Oh yeah, one more option that is kind of crazy is to spawn a small
external child process for file io. It would be a very small simple
process that opens a file and responds to read/write commands from the
erlang server. Then we can implement exactly the low level apis and
caching behavior desired. The cost is extra IPC, but that should be
small compare the the cost of a blown file cache.
-Damien
On Feb 27, 2009, at 1:23 PM, Damien Katz wrote:
The problem is we don't get access to the low level apis or flags
passed in to the OS unless Erlang chooses to expose it. We have
similar problems with compaction on windows because we need special
flags to give us unix file semantics.
To fix this, we'll either need the Erlang VM changed or use our own
Erlang file driver interface.
-Damien
On Feb 26, 2009, at 8:25 PM, Adam Kocoloski wrote:
Hi, I've noticed that compacting large DBs pretty much kills any
filesystem caching benefits for CouchDB. I believe the problem is
that the OS (Linux 2.6.21 kernel in my case) is caching blocks from
the .compact file, even though those blocks won't be read again
until compaction has finished.
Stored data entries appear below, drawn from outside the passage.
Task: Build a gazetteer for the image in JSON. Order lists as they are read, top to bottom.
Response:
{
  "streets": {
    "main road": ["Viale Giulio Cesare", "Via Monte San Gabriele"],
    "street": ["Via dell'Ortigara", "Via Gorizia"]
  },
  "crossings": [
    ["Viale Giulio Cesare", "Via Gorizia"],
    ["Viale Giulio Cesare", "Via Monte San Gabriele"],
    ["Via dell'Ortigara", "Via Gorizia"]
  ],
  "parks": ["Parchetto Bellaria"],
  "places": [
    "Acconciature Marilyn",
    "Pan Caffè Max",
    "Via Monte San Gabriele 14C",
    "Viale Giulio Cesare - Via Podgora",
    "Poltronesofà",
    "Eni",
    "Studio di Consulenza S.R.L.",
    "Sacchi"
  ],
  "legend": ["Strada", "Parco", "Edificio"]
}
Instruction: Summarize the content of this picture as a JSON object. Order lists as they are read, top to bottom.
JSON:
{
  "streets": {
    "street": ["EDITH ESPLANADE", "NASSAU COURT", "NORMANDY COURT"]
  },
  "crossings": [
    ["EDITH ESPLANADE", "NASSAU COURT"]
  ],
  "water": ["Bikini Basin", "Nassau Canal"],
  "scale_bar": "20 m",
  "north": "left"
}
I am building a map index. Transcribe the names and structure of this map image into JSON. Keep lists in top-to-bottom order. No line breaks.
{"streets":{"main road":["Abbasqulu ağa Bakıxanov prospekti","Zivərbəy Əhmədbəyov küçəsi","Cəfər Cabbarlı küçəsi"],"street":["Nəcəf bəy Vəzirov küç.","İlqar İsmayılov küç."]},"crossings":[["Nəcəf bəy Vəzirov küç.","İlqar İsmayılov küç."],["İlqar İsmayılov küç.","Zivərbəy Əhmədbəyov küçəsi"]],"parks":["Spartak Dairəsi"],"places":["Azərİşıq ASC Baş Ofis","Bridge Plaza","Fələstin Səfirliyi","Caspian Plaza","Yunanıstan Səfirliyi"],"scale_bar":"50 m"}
In the meantime, the portion of the
cache dedicated to the old DB file shrinks and performance really
suffers.
I think a better mode of operation would be to advise/instruct the
OS not to cache any portion of the .compact file until we're ready
to replace the main DB. On Linux, specifying the
POSIX_FADV_DONTNEED option to posix_fadvise() seems like the way to
go:
http://linux.die.net/man/2/posix_fadvise
This link has a little more detail and a usage example:
http://insights.oetiker.ch/linux/fadvise.html
Of course, POSIX_FADV_DONTNEED isn't really available from inside
the Erlang VM. Perhaps the simplest approach would be to have a
helper process that we can spawn which calls that function (or its
equivalent on a non-Linux OS) periodically during compaction? I'm
not really sure, but I wanted to get this out on the list for
discussion. Best,
Adam